• Je découvre ma chambre. Elle comporte cinq lits et nous y serons quatre. Quatre hommes bien évidemment. Les femmes se trouvent dans une autre aile du centre.
    Une courte promenade dessine ses sentiers à l'extérieur, eux aussi séparés de ceux des femmes.
    Le repas du soir est excellent et d'une grande diversité. Ce sera ainsi durant tout le séjour. Ce service ainsi que toute la marche de la maison sont assurés par des bénévoles, des méditants en fait. De ceux qui ayant déjà participé à plusieurs cours ont la possibilité de s'inscrire en tant qu'auxiliaires.

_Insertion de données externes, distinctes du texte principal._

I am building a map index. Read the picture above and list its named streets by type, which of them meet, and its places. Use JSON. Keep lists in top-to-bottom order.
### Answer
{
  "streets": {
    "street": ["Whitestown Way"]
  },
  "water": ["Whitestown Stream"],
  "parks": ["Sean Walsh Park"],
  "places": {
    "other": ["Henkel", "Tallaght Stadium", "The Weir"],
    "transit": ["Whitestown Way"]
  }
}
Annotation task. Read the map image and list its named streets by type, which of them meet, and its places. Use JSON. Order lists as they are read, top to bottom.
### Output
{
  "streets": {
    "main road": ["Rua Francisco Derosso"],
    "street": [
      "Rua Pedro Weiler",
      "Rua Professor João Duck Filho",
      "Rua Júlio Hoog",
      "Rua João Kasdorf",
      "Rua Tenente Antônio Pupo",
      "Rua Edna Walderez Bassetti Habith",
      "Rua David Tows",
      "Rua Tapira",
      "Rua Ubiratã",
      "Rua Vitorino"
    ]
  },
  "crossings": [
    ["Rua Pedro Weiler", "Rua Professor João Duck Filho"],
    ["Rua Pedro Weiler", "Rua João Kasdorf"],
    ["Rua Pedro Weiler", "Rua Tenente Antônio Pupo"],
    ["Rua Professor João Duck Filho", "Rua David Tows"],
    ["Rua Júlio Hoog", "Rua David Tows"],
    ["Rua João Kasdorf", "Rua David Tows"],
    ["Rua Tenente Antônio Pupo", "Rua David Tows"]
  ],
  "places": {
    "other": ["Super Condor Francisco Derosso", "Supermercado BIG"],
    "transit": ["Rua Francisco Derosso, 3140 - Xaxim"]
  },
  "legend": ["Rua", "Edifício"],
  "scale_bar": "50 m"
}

    Je rencontre mes camarades de chambre dans le silence. J'ai bien tenté d'entamer quelque conversation mais la réception en fut si glaciale que je me suis rapidement replié dans ma bulle. Avant le coucher, on nous passe un enregistrement traduit de maître S.N. Goenka qui est à l'origine de la propagation de la technique Vipassana à travers la planète. Les règles du centre et le déroulement du cours nous y sont décrits. La voix du récitant est d'un mielleux comique. Le cliché même de l'illuminé, ou plutôt du méditant ; ce qui n'est pas pareil... Une espèce de mélopée polie et scolaire d'où toute expression exagérée est absente. Le ton est juste mais un peu plat.
    En tout cas il est donné. On n'est pas là pour rigoler mais une profonde "opération chirurgicale est sur le point d'avoir lieu."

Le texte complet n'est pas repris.